On Saturday, 25 May 2013 at 07:48:05 UTC, Diggory wrote:
I think you are a little confused about what unicode actually is... Unicode has nothing to do with code pages and nobody uses code pages any more except for compatibility with legacy applications (with good reason!).
Incorrect.

"Unicode is an effort to include all characters from previous code pages into a single character enumeration that can be used with a number of encoding schemes... In practice the various Unicode character set encodings have simply been assigned their own code page numbers, and all the other code pages have been technically redefined as encodings for various subsets of Unicode."
http://en.wikipedia.org/wiki/Code_page#Relationship_to_Unicode

Unicode is:
1) A standardised numbering of a large number of characters
2) A set of standardised algorithms for operating on these characters 3) A set of standardised encodings for efficiently encoding sequences of these characters
What makes you think I'm unaware of this? I have repeatedly differentiated between UCS (1) and UTF-8 (3).

You said that phobos converts UTF-8 strings to UTF-32 before operating on them but that's not true. As it iterates over UTF-8 strings it iterates over dchars rather than chars, but that's not in any way inefficient so I don't really see the problem.
And what's a dchar?  Let's check:

dchar : unsigned 32 bit UTF-32
http://dlang.org/type.html

Of course that's inefficient, you are translating your whole encoding over to a 32-bit encoding every time you need to process it. Walter as much as said so up above.

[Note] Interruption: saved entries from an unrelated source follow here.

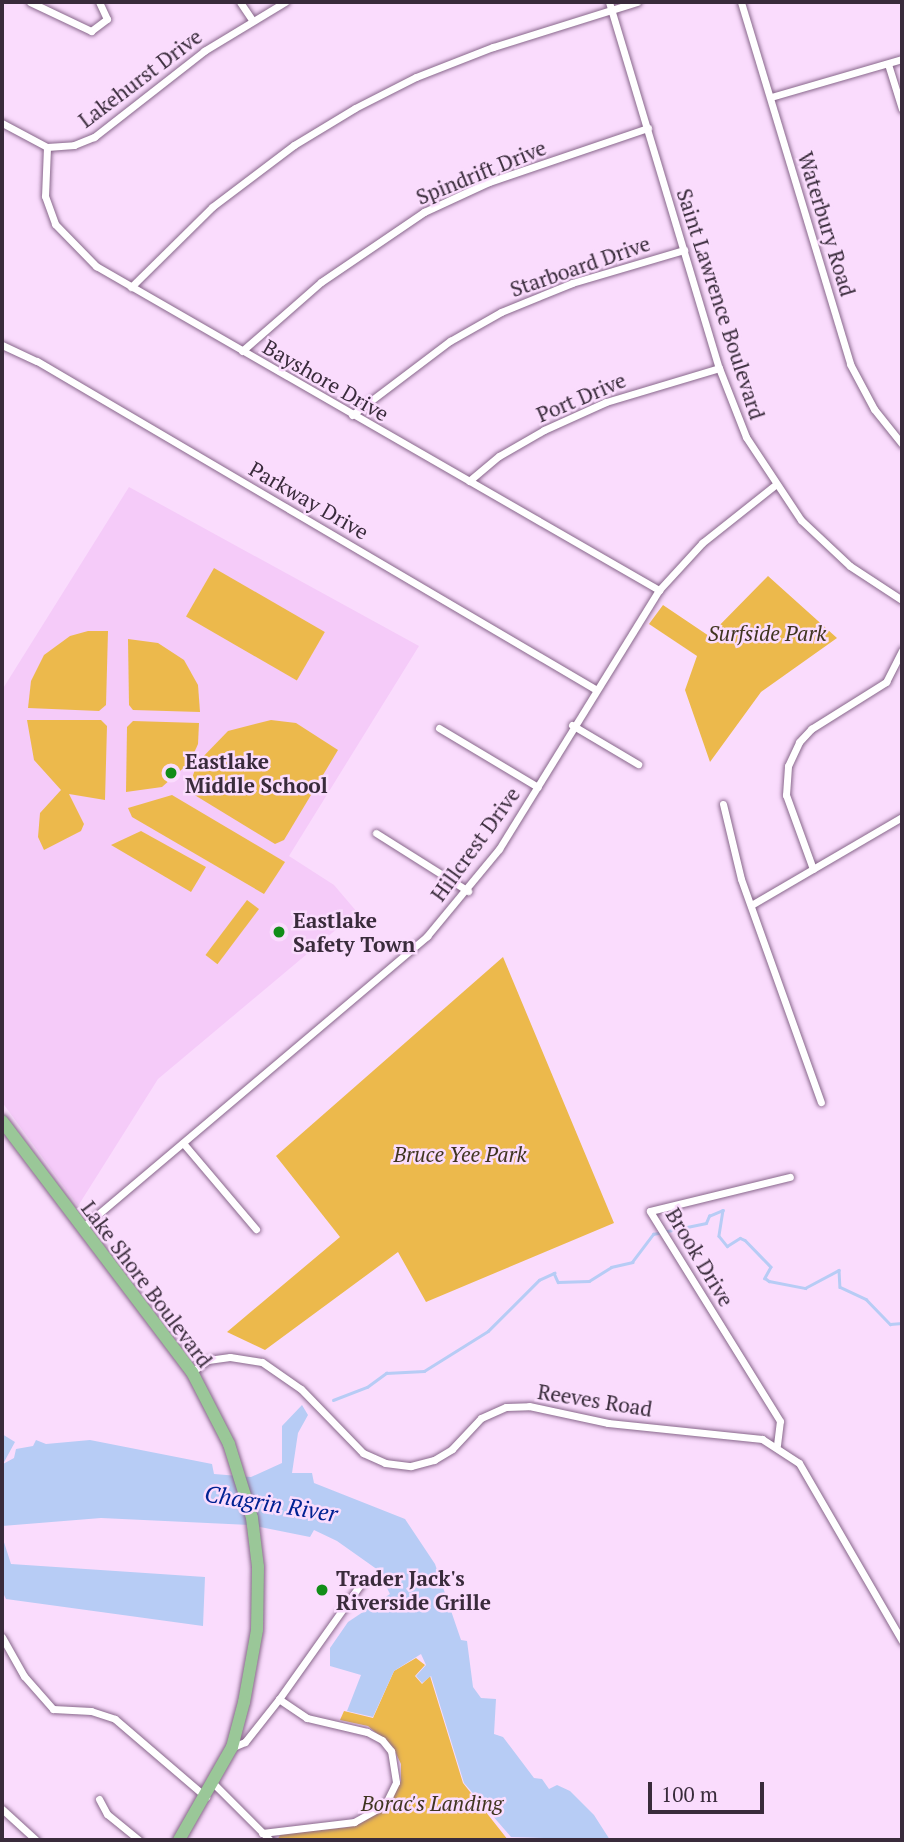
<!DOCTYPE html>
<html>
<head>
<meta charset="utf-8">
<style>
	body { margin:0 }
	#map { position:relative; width:904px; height:1842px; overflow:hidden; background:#fadcfd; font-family:"PT Serif",serif }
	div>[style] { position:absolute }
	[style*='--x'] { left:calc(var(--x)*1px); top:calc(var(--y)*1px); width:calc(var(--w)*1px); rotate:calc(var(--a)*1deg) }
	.built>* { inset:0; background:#f5cbf9 }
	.green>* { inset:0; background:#ecb94c; transform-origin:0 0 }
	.water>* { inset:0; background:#b7ccf5 }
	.stream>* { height:2.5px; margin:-1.25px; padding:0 1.25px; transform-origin:1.25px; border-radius:1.25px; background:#b7ccf5 }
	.roads { filter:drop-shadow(0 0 2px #88678b) drop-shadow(0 0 2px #88678b) }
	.street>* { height:7px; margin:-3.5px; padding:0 3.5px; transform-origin:3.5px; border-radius:3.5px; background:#fff }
	.primary>* { height:12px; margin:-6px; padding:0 6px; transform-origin:6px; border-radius:6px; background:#9ac798 }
	.dots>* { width:19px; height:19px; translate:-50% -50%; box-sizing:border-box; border:4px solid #fadcfd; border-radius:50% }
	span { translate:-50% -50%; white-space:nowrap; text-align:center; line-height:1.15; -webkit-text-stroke:5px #fadcfd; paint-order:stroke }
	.street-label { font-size:21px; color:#392b3b }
	.park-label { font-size:21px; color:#403520; font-style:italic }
	.poi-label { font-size:21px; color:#392b3b; font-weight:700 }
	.left { translate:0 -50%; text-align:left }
	.water-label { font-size:23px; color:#002293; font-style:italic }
	.frame { position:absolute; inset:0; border:4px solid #392b3b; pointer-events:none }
	.scale { position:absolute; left:648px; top:1782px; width:116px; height:32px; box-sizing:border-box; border:4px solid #392b3b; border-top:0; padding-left:9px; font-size:21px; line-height:24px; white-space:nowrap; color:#392b3b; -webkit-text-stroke:5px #fadcfd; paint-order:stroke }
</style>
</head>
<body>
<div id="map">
	<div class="built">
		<div style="clip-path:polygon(129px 487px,419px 646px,289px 856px,334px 885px,357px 912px,158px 1079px,78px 1206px,2px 1102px,2px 690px)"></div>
	</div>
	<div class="green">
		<div style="left:214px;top:568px;width:128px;height:56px;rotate:30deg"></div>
		<div style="clip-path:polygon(768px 576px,837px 638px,761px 692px,710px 762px,685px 690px,697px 656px,649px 624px,663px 605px,709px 636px)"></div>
		<div style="clip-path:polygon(88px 631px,108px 631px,106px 705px,99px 711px,28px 708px,31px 681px,44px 655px,70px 636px)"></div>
		<div style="clip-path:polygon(128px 639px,158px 643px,184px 660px,198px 685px,200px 712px,133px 710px,129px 705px)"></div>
		<div style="clip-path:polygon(27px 720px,101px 720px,107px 726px,105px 800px,69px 794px,84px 824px,81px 831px,44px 850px,38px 837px,40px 813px,61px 790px,34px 760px)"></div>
		<div style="clip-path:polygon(271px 720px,296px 723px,338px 750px,284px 840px,275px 844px,188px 791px,197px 763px,228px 731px)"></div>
		<div style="clip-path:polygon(133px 721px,199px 723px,198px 744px,190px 762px,162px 787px,126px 792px,127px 727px)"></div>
		<div style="clip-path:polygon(172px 795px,285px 862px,264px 894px,132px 817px,128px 808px)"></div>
		<div style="clip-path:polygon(141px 831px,206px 867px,191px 892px,111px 845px)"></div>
		<div style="left:247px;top:900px;width:15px;height:69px;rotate:37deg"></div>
		<div style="clip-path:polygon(503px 957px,614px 1223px,426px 1302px,398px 1252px,265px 1350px,227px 1332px,340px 1237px,276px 1156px)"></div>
		<div style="clip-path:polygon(416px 1658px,425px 1665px,415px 1676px,422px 1684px,430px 1676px,463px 1783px,508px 1840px,277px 1840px,281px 1834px,349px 1827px,385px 1808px,401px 1781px,401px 1764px,393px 1747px,368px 1726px,340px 1720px,344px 1711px,373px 1718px,394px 1671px)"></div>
	</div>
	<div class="water">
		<div style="clip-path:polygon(302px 1405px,308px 1415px,298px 1433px,292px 1473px,312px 1473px,314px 1483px,405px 1519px,435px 1564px,461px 1640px,467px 1641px,473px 1687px,481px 1698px,496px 1699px,494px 1734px,503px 1737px,534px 1778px,542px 1779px,549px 1789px,557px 1785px,570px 1791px,594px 1815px,610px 1840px,511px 1837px,464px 1783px,431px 1676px,422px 1683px,416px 1676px,426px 1665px,421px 1654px,394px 1671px,373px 1717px,347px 1711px,361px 1675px,330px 1666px,330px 1648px,348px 1622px,390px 1594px,378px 1570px,337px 1541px,314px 1530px,310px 1537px,250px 1525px,101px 1518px,2px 1526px,2px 1434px,15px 1442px,3px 1464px,14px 1458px,16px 1449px,33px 1446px,36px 1440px,46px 1444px,90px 1440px,212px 1464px,214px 1474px,251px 1477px,282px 1463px,282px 1426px)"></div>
		<div style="clip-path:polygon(2px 1536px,11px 1564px,205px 1577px,203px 1626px,6px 1599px,2px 1591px)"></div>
	</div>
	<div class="stream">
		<div style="--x:333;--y:1400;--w:36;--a:-21"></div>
		<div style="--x:367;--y:1387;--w:24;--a:-36"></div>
		<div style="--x:386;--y:1373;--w:38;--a:-3"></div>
		<div style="--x:424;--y:1371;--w:75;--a:-32"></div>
		<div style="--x:488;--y:1331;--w:72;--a:-45"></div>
		<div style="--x:539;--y:1280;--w:17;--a:-25"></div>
		<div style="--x:554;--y:1273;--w:10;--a:66"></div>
		<div style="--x:558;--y:1282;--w:31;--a:-2"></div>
		<div style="--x:589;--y:1281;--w:26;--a:-32"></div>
		<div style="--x:611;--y:1267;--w:22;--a:-13"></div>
		<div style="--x:632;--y:1262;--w:35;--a:-53"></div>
		<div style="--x:653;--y:1234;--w:54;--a:-11.7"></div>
		<div style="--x:706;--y:1223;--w:8;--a:-67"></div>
		<div style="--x:709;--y:1216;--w:15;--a:-23"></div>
		<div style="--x:723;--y:1210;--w:26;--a:99"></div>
		<div style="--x:719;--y:1236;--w:13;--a:51"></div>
		<div style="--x:727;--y:1246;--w:15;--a:-32"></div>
		<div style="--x:740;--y:1238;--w:5;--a:22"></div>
		<div style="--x:745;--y:1240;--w:37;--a:46"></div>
		<div style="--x:771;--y:1267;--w:13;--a:119"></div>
		<div style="--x:765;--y:1278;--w:5;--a:37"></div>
		<div style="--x:769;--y:1281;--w:37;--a:11"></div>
		<div style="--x:805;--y:1288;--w:38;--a:-28"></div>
		<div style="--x:839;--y:1270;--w:17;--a:87"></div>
		<div style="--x:840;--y:1287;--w:29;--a:25"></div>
		<div style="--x:866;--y:1299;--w:35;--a:46"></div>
		<div style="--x:890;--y:1324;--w:12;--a:-5"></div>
	</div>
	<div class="roads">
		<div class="street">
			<div style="--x:30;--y:2;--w:68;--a:25.4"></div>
			<div style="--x:91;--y:31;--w:20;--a:-37"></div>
			<div style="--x:107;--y:19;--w:19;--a:-115"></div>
			<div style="--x:240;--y:2;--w:22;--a:56"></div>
			<div style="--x:609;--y:2;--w:382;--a:73.3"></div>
			<div style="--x:719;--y:368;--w:74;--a:68.6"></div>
			<div style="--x:746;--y:437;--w:100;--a:56.5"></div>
			<div style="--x:801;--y:520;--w:67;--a:43.2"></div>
			<div style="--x:850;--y:566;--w:62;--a:33.2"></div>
			<div style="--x:741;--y:2;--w:378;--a:73.2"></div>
			<div style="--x:850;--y:364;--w:51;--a:61.9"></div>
			<div style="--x:874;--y:409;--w:45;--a:51.3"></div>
			<div style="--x:888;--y:64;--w:47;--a:72.7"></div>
			<div style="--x:771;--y:97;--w:136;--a:-16.2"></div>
			<div style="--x:2;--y:123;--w:51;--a:28.1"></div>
			<div style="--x:47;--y:147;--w:49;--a:92.3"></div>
			<div style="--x:45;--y:196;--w:30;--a:70"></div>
			<div style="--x:55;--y:224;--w:59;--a:45.7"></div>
			<div style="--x:96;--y:266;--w:650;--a:29.92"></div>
			<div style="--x:47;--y:147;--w:27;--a:-4"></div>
			<div style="--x:74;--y:145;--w:22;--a:-22"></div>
			<div style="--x:94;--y:137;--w:140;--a:-38"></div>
			<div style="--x:204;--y:51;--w:95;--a:-31.2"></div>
			<div style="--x:131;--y:287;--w:114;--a:-44.6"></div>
			<div style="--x:212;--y:207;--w:103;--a:-37.1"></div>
			<div style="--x:294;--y:145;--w:71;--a:-31.2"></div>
			<div style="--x:355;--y:108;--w:68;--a:-26.9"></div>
			<div style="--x:416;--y:77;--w:83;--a:-21.3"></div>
			<div style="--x:493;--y:47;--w:151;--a:-17.4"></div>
			<div style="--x:2;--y:345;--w:38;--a:25"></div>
			<div style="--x:37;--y:361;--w:647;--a:30.45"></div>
			<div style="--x:242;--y:351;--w:105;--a:-41.1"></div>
			<div style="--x:321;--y:282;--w:125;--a:-34.2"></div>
			<div style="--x:424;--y:212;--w:72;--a:-24.8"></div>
			<div style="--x:489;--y:182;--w:168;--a:-18.8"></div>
			<div style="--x:352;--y:415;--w:123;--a:-37.1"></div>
			<div style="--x:450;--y:341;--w:59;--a:-29.6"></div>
			<div style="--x:501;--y:312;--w:77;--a:-22.2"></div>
			<div style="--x:572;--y:283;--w:117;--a:-16.4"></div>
			<div style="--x:469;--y:481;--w:39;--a:-40"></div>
			<div style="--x:499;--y:456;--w:52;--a:-30"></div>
			<div style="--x:544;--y:430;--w:68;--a:-24.3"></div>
			<div style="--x:606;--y:402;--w:118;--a:-16.7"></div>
			<div style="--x:572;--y:725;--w:77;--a:30.6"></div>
			<div style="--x:439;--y:728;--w:115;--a:30.8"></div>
			<div style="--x:723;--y:804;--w:77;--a:76.5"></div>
			<div style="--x:741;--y:879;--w:237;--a:70.3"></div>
			<div style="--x:376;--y:833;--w:109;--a:32.2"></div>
			<div style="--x:813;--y:869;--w:79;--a:-110"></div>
			<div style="--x:786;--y:795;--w:29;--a:-86"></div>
			<div style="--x:788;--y:766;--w:26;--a:-65"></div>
			<div style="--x:799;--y:742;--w:18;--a:-47"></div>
			<div style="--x:811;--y:729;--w:89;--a:-32.1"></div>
			<div style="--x:886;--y:682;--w:36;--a:-63"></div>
			<div style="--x:753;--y:904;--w:173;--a:-30.3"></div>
			<div style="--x:183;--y:1143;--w:113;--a:49.7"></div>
			<div style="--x:83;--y:1227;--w:451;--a:-40.2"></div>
			<div style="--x:427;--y:936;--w:113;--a:-50.4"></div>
			<div style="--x:499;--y:849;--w:304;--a:-58.3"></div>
			<div style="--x:659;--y:590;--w:64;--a:-47.5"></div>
			<div style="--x:702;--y:543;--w:92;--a:-38.4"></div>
			<div style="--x:192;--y:1372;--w:20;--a:-37"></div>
			<div style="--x:208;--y:1360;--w:22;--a:-8"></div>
			<div style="--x:230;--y:1357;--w:32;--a:9"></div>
			<div style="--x:262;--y:1362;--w:47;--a:34.7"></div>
			<div style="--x:301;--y:1389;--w:89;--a:45.9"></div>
			<div style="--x:363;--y:1453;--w:24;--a:24"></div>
			<div style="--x:385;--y:1463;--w:26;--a:7"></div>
			<div style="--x:411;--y:1466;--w:24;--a:-15"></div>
			<div style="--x:434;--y:1460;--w:21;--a:-31"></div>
			<div style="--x:452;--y:1449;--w:42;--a:-46.9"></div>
			<div style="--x:481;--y:1418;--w:27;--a:-24"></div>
			<div style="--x:506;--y:1407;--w:23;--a:-2"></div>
			<div style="--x:529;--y:1406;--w:81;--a:12.1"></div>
			<div style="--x:608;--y:1423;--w:155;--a:5.9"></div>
			<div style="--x:762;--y:1439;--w:44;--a:33"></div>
			<div style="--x:799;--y:1463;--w:206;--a:59.9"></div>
			<div style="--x:777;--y:1445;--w:24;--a:-83"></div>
			<div style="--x:780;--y:1421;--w:247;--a:-121.8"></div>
			<div style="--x:650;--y:1211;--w:144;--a:-13.7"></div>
			<div style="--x:2;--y:1637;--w:45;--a:60.6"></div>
			<div style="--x:24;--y:1676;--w:44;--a:48.7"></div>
			<div style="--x:53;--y:1709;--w:38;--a:3"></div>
			<div style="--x:91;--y:1711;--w:25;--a:18"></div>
			<div style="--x:115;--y:1719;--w:120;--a:40.6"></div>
			<div style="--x:233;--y:1747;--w:13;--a:-23"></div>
			<div style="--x:245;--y:1742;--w:55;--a:-51.7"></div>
			<div style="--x:279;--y:1699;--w:145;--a:-54.6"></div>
			<div style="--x:214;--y:1784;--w:79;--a:45"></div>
			<div style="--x:99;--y:1799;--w:17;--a:62"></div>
			<div style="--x:107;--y:1814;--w:41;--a:39.1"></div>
			<div style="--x:2;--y:1809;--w:46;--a:42.4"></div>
			<div style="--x:262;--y:1833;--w:93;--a:-6.8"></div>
			<div style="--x:354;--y:1822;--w:35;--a:-29"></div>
			<div style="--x:385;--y:1805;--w:25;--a:-64"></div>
			<div style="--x:396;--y:1782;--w:31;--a:-99"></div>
			<div style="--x:391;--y:1751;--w:14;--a:-129"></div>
			<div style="--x:382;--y:1740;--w:17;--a:-152"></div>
			<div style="--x:367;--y:1732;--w:62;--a:-166.9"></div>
			<div style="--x:307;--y:1718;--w:34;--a:-146"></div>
		</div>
		<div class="primary">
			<div style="--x:2;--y:1121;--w:315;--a:52.9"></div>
			<div style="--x:192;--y:1372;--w:81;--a:62.8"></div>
			<div style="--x:229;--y:1444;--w:77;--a:72.7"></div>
			<div style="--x:252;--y:1518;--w:49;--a:83"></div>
			<div style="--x:258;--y:1567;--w:63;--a:90.9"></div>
			<div style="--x:257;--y:1630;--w:73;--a:100.2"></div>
			<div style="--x:244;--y:1702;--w:47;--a:104.9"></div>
			<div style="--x:232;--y:1747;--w:107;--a:119.7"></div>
		</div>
	</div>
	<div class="dots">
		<div style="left:171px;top:773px;background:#118d18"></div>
		<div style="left:279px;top:932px;background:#118d18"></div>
		<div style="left:322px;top:1590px;background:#118d18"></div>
	</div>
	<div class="street-label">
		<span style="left:140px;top:78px;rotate:-37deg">Lakehurst Drive</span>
		<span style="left:481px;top:172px;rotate:-22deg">Spindrift Drive</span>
		<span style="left:827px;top:224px;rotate:73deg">Waterbury Road</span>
		<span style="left:580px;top:266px;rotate:-19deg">Starboard Drive</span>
		<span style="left:721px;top:304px;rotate:72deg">Saint Lawrence Boulevard</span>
		<span style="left:326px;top:380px;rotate:30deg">Bayshore Drive</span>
		<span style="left:581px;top:397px;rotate:-23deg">Port Drive</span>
		<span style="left:309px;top:500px;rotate:30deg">Parkway Drive</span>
		<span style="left:475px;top:844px;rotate:-54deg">Hillcrest Drive</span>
		<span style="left:700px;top:1257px;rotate:59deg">Brook Drive</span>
		<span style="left:147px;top:1284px;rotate:53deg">Lake Shore Boulevard</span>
		<span style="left:595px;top:1400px;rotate:9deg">Reeves Road</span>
	</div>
	<div class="park-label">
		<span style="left:767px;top:633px">Surfside Park</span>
		<span style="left:460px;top:1154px">Bruce Yee Park</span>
		<span style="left:432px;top:1803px">Borac's Landing</span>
	</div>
	<div class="poi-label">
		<span class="left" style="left:185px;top:773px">Eastlake<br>Middle School</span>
		<span class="left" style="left:293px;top:932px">Eastlake<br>Safety Town</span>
		<span class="left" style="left:336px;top:1590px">Trader Jack's<br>Riverside Grille</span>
	</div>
	<div class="water-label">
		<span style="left:271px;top:1504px;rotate:9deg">Chagrin River</span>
	</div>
	<div class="frame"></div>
	<div class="scale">100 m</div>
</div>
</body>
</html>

Also your complaint that UTF-8 reserves the short characters for the english alphabet is not really relevant - the characters with longer encodings tend to be rarer (such as special symbols) or carry more information (such as chinese characters where the same sentence takes only about 1/3 the number of characters).
The vast majority of non-english alphabets in UCS can be encoded in a single byte. It is your exceptions that are not relevant.